### MATERIAL TO PROCESS

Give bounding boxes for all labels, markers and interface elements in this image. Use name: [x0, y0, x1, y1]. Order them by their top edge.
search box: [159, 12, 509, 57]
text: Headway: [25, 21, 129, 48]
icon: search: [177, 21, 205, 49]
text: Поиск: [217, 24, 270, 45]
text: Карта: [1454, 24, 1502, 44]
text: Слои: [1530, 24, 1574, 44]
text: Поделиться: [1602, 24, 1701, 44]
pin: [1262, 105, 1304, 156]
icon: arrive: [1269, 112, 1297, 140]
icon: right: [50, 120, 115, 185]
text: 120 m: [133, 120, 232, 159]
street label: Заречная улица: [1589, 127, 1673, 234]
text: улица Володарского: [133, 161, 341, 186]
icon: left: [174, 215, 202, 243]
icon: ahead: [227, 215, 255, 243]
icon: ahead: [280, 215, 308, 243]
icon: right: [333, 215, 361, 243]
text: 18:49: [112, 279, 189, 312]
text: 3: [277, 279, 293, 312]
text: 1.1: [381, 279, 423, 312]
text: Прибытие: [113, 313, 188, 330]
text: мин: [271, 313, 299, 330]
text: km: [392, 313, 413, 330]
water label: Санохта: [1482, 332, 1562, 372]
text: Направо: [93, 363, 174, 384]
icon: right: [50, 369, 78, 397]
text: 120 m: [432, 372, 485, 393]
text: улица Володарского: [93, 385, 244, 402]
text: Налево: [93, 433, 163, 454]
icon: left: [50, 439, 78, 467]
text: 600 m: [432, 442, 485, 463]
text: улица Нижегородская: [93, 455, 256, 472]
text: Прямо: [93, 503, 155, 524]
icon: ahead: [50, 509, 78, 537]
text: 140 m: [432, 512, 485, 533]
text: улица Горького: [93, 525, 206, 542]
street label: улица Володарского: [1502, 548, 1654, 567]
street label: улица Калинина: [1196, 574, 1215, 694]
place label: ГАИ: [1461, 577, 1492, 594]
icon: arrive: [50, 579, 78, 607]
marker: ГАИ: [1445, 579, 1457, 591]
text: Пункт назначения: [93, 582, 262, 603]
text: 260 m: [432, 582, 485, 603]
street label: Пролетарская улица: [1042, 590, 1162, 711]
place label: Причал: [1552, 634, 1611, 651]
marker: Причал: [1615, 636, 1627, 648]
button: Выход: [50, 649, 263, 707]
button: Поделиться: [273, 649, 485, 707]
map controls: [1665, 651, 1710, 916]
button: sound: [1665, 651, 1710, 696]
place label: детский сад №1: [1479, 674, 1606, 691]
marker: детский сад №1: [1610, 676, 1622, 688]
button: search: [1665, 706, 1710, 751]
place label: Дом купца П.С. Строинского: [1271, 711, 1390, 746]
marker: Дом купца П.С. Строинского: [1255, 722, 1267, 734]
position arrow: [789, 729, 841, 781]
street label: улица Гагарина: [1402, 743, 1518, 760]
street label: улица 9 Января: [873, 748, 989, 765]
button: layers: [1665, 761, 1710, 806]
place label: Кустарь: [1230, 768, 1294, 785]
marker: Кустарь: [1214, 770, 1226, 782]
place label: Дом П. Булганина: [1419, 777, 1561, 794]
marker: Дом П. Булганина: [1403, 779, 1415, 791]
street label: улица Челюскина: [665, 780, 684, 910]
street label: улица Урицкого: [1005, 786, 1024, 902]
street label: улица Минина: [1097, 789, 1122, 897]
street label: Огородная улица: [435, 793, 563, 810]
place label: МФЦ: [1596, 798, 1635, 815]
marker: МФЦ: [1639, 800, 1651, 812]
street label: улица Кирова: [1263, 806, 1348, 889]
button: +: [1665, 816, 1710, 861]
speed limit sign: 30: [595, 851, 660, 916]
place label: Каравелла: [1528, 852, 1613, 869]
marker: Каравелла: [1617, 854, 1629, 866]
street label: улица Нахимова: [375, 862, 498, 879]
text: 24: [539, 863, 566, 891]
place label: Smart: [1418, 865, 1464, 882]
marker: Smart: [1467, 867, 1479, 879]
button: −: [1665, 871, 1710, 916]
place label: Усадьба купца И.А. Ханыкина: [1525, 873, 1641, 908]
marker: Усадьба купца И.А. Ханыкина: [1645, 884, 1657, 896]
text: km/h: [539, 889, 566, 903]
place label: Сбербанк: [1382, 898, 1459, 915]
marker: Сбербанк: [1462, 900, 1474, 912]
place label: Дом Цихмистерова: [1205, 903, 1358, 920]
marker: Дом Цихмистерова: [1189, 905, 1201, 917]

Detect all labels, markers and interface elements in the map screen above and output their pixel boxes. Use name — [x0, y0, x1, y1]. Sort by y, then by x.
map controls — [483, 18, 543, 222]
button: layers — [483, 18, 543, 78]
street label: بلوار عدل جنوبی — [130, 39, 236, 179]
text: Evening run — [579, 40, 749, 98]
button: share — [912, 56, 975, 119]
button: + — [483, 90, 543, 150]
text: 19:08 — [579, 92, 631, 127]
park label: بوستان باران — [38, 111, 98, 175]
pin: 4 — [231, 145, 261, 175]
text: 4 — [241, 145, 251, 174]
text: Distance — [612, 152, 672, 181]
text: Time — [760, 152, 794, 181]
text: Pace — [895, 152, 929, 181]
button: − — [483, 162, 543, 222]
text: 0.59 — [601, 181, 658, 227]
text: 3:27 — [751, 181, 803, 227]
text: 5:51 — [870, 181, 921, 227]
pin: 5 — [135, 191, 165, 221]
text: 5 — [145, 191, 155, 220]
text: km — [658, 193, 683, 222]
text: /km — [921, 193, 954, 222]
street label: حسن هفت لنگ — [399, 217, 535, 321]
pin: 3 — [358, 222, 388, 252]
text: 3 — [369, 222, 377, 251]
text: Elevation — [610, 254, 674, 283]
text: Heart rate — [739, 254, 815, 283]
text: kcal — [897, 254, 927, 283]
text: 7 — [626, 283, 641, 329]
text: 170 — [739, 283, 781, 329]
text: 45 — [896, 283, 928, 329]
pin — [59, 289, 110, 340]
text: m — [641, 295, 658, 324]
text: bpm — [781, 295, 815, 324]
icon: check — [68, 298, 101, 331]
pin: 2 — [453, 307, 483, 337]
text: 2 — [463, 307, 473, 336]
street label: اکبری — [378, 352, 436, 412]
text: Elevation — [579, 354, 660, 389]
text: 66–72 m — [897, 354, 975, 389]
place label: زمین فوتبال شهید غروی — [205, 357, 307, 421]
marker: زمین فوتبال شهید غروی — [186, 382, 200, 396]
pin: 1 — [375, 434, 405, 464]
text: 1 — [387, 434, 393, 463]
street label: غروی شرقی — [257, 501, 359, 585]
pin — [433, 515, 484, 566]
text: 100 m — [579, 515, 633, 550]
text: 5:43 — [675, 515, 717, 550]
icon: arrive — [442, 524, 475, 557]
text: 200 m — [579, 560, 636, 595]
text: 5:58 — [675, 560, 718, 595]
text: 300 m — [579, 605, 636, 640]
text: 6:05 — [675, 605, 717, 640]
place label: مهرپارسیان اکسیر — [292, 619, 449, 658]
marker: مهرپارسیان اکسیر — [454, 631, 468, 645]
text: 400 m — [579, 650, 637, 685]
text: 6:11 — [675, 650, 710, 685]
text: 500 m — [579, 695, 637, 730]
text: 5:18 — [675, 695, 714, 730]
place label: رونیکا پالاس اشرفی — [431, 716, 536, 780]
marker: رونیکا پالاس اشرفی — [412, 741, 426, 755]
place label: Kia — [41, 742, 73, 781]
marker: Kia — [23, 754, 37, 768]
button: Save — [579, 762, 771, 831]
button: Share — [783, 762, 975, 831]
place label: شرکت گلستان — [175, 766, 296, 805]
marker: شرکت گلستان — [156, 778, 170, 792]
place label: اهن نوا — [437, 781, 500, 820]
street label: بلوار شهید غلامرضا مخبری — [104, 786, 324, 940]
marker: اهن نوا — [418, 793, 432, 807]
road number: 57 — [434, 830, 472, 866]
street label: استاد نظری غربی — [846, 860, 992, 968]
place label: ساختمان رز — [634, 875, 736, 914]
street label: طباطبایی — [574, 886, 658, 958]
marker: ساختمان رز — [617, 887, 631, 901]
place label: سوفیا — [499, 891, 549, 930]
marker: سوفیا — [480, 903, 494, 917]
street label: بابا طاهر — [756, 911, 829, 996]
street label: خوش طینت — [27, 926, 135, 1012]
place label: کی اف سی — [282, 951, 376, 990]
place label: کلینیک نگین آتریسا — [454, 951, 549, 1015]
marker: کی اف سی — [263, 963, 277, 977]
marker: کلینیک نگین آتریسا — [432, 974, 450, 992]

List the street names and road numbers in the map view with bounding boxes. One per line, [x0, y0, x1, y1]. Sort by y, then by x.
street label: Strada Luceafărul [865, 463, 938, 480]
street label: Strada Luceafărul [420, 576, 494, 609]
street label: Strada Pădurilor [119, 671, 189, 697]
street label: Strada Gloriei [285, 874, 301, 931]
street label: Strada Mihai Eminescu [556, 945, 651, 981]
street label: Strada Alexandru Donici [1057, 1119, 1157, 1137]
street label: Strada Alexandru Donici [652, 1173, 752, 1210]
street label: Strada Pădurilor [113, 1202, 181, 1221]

### INSTRUCTIONS TO FOLLOW
Could you state how many lines in the listing include the string "گلستان"? Only the number is wanted.

### TASK SOLUTION
2